Task brief: Filter the records below for the word "text". Copy each line that holds it.

Saved entries
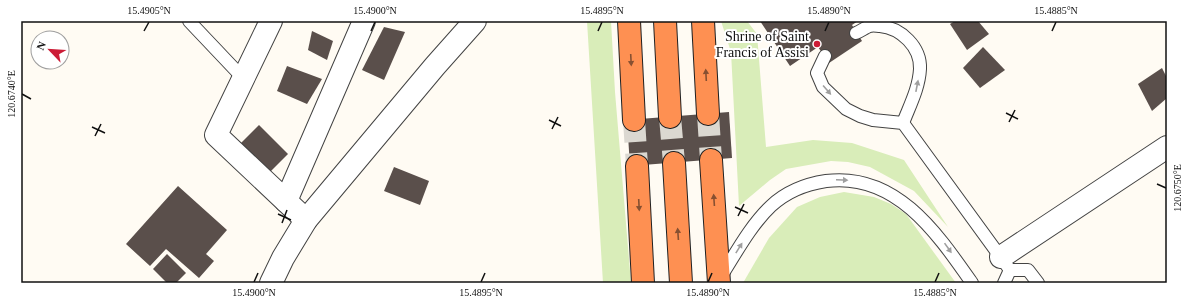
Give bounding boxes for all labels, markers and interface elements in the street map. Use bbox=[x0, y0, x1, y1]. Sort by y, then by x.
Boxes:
text: 15.4905°N bbox=[127, 5, 171, 16]
text: 15.4900°N bbox=[353, 5, 397, 16]
text: 15.4895°N bbox=[580, 5, 624, 16]
text: 15.4890°N bbox=[807, 5, 851, 16]
text: 15.4885°N bbox=[1034, 5, 1078, 16]
place label: Shrine of Saint Francis of Assisi bbox=[716, 29, 809, 60]
north arrow bbox=[30, 30, 70, 70]
marker: Shrine of Saint Francis of Assisi bbox=[812, 39, 822, 49]
text: N bbox=[34, 40, 48, 52]
one-way arrow bbox=[628, 54, 634, 67]
one-way arrow bbox=[703, 68, 709, 81]
text: 120.6740°E bbox=[6, 70, 17, 118]
one-way arrow bbox=[914, 80, 920, 92]
one-way arrow bbox=[822, 85, 831, 96]
text: 120.6750°E bbox=[1172, 164, 1183, 212]
one-way arrow bbox=[836, 177, 848, 184]
one-way arrow bbox=[710, 194, 717, 206]
one-way arrow bbox=[635, 199, 642, 211]
one-way arrow bbox=[675, 227, 681, 240]
one-way arrow bbox=[736, 242, 743, 254]
one-way arrow bbox=[944, 242, 952, 253]
text: 15.4900°N bbox=[232, 287, 276, 298]
text: 15.4895°N bbox=[459, 287, 503, 298]
text: 15.4890°N bbox=[686, 287, 730, 298]
text: 15.4885°N bbox=[913, 287, 957, 298]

Answer for this exercise:
text: 15.4905°N bbox=[127, 5, 171, 16]
text: 15.4900°N bbox=[353, 5, 397, 16]
text: 15.4895°N bbox=[580, 5, 624, 16]
text: 15.4890°N bbox=[807, 5, 851, 16]
text: 15.4885°N bbox=[1034, 5, 1078, 16]
text: N bbox=[34, 40, 48, 52]
text: 120.6740°E bbox=[6, 70, 17, 118]
text: 120.6750°E bbox=[1172, 164, 1183, 212]
text: 15.4900°N bbox=[232, 287, 276, 298]
text: 15.4895°N bbox=[459, 287, 503, 298]
text: 15.4890°N bbox=[686, 287, 730, 298]
text: 15.4885°N bbox=[913, 287, 957, 298]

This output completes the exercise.